## Data under study

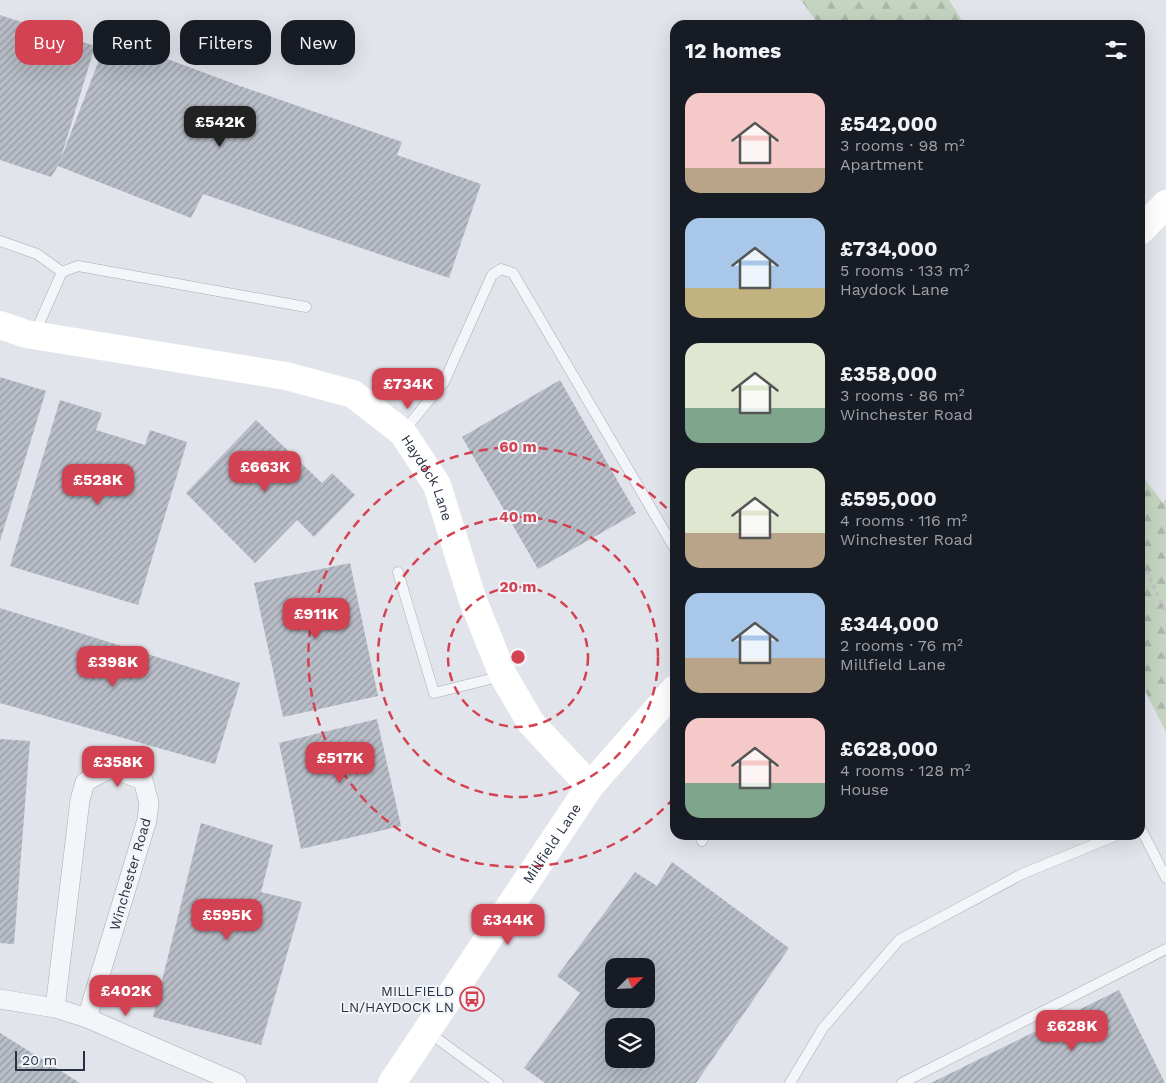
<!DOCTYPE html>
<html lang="en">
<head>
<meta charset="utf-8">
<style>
	body { margin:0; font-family:"Work Sans",sans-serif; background:#20242c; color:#f1f3f6; height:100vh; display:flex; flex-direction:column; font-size:19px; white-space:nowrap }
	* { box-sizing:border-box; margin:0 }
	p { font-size:16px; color:#9ea1a6 }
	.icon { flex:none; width:28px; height:28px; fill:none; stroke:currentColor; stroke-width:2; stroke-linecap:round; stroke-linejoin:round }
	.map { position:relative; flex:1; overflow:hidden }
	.panel { position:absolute; left:670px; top:20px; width:475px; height:820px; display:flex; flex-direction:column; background:#171b24; border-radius:15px; box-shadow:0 5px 20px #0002 }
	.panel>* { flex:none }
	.banner { position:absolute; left:15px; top:20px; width:475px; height:45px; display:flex; gap:10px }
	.needle { width:32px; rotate:66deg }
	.fabs { position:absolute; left:605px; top:958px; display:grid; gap:10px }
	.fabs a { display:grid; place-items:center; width:50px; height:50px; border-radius:10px; background:#171b24; box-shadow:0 5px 20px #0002; font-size:25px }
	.scale { position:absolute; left:15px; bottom:12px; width:70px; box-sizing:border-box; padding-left:5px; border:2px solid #283142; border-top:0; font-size:14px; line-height:18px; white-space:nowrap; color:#283142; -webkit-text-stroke:4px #f0f3f7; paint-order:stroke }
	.price { position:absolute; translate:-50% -42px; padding:0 11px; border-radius:10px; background:#d34252; color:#fff; font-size:16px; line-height:32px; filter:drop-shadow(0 1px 2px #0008) }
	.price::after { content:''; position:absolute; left:50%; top:30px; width:15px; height:11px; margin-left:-8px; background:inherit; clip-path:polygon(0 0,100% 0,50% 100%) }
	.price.active { background:#222; color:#fff }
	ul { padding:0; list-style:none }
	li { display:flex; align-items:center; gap:15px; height:125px; padding:0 15px }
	li span { display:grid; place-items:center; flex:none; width:140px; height:100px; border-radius:15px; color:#555 }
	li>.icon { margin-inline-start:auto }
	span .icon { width:60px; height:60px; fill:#fffc; stroke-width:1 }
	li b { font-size:21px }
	h2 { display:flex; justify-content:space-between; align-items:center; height:60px; padding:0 15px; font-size:21px }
	.chip { padding:0 18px; border-radius:15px; background:#171b24; box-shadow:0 5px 20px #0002; font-size:18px; line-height:45px }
	.chip.active { background:#d34252; color:#fff }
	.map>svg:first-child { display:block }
</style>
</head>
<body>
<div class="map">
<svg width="1166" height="1083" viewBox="0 0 1166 1083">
	<defs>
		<pattern id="forest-firs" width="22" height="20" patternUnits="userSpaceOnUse" patternTransform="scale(1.25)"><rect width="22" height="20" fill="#c5d4c1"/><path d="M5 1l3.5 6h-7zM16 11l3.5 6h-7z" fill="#a9b6a7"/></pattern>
		<pattern id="building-hatch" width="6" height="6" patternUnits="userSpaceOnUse" patternTransform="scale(1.25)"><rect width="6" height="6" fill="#b8bdc7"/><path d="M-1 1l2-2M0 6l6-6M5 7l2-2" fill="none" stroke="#969aa3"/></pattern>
	</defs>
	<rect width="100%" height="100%" fill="#e1e4ea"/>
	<path fill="url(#forest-firs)" d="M801 0H949L965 25H819Z
		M1140 473 1163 503 1166 499V732L1140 681Z"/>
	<path fill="url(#building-hatch)" fill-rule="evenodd" d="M0 15 95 46 60 161 108 37 240 86 402 142 397 155 481 184 449 278 203 194 191 218 58 166 51 177 0 160Z
		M0 377 46 391 0 541Z
		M560 380 636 513 538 569 462 437Z
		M60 400 102 413 96 430 145 445 150 430 187 442 138 605 10 566Z
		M256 420 322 483 332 473 355 495 314 537 297 520 255 563 186 493Z
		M350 563 378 696 283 717 254 583Z
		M0 608 240 683 215 764 0 703Z
		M377 719 401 826 301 849 279 743Z
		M0 739 30 741 14 944 0 943Z
		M201 823 273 845 261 892 302 902 261 1045 153 1017Z
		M672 862 789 948 696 1083H545L524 1068 580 993 557 976 635 872 657 886ZM614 966H646V999H614ZM614 1026H646V1059H614Z
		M1119 990 1165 1083H931Z
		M0 1033 80 1083H0Z"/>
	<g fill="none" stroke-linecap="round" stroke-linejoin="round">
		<g stroke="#a6abb4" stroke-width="11">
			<path id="lane" d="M0 241 37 254 62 272
				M34 335 62 272 78 266 306 307
				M403 432 444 382 492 275 501 269 513 273 675 549
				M398 572 434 693 502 676
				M1140 827 1166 878
				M702 841 705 835
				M428 1032 498 1083
				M790 1083 823 1028 899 940 1022 874 1117 835
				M902 1083 1166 949"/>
		</g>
		<g stroke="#a6abb4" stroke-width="20">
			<path id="street" d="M0 999 55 1008 87 1018 237 1083
				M55 1008 80 800 85 782 111 768 143 780 149 803 147 820 87 1018"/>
		</g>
		<path stroke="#bfc2c9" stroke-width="3" stroke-dasharray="4 4" stroke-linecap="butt" d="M1140 556 1166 613"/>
		<use href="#lane" stroke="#f4f5f8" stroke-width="10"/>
		<use href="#street" stroke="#f4f5f8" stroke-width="19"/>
		<g stroke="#fff" stroke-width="28">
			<path d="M1140 231 1166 204"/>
			<path id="s1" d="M0 325 26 334 286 376 353 394 403 433 437 485 472 598 503 675 531 723 590 786"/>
			<path id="s2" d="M392 1083 590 786 675 689"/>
		</g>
	</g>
	<g fill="none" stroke="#d34252" stroke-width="2.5" stroke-dasharray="9 6">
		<circle cx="518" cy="657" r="70"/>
		<circle cx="518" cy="657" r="140"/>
		<path d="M674 798A210 210 0 1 1 674 516"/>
	</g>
	<defs>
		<g id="bus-ring" transform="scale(1.25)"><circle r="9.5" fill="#f0f3f7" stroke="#d34252" stroke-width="1.5"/><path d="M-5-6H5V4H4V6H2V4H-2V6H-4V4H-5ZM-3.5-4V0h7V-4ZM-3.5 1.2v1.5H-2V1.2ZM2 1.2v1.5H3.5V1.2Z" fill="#d34252"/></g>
	</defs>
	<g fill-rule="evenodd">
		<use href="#bus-ring" x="472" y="999"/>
	</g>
	<g text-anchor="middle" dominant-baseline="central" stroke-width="4" stroke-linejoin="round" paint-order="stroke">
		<g font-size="14" fill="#283142" stroke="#f0f3f7">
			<text stroke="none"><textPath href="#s1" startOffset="475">Haydock Lane</textPath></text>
			<text stroke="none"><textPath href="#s2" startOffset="288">Millfield Lane</textPath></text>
			<text transform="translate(130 874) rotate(-74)">Winchester Road</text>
		</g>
		<g font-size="14" fill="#283142" stroke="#f0f3f7" text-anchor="end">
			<text x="454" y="991">MILLFIELD<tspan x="454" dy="16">LN/HAYDOCK LN</tspan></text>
		</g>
	</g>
	<circle cx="518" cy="657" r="8" fill="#d34252" stroke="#f0f3f7" stroke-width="2.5"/>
	<g font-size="15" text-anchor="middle" font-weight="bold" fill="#d34252" stroke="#f0f3f7" stroke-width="4" stroke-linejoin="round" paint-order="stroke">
		<text x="518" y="452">60 m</text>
		<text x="518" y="522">40 m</text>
		<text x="518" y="592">20 m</text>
	</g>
</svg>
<div class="fabs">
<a><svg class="needle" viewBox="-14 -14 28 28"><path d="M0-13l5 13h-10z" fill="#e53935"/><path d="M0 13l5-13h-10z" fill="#9ea1a6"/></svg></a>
<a><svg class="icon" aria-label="layers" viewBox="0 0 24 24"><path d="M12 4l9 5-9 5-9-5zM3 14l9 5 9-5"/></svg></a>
</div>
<div class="scale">20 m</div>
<b class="price active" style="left:220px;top:148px">£542K</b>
<b class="price" style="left:408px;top:410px">£734K</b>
<b class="price" style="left:265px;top:493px">£663K</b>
<b class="price" style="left:98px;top:506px">£528K</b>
<b class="price" style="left:316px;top:640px">£911K</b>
<b class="price" style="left:113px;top:688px">£398K</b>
<b class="price" style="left:340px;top:784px">£517K</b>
<b class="price" style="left:118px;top:788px">£358K</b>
<b class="price" style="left:227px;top:941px">£595K</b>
<b class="price" style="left:508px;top:946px">£344K</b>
<b class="price" style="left:126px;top:1017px">£402K</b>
<b class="price" style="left:1072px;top:1052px">£628K</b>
<div class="banner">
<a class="chip active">Buy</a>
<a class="chip">Rent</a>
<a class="chip">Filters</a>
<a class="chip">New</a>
</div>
<section class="panel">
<h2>12 homes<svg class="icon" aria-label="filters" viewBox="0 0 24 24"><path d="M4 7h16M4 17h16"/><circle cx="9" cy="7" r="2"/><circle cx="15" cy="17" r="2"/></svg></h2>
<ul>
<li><span style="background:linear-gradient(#f6c9c9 75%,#b9a48a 0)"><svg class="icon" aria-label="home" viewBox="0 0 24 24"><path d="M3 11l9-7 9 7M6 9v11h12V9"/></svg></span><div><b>£542,000</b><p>3 rooms · 98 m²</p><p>Apartment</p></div></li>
<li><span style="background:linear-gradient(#a9c7e8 70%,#c2b280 0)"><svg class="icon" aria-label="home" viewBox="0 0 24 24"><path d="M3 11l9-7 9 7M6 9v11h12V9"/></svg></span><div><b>£734,000</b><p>5 rooms · 133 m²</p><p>Haydock Lane</p></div></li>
<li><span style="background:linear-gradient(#dfe7d0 65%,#7fa58c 0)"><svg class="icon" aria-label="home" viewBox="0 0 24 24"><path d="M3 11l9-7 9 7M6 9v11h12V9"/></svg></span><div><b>£358,000</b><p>3 rooms · 86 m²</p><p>Winchester Road</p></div></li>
<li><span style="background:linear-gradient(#dfe7d0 65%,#b9a48a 0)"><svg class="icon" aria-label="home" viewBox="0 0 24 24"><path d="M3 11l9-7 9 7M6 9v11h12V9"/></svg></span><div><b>£595,000</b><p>4 rooms · 116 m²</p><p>Winchester Road</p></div></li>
<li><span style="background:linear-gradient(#a9c7e8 65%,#b9a48a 0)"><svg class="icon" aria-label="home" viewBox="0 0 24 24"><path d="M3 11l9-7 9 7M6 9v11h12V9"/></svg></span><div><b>£344,000</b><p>2 rooms · 76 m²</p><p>Millfield Lane</p></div></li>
<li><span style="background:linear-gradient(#f6c9c9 65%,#7fa58c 0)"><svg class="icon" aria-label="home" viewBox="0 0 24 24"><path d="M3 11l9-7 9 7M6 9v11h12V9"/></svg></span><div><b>£628,000</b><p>4 rooms · 128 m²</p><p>House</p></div></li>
</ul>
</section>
</div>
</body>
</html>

## What you have to do
Where a line of the entries contains the word "absolute", count it, then state the total and nothing else.

## Response area
6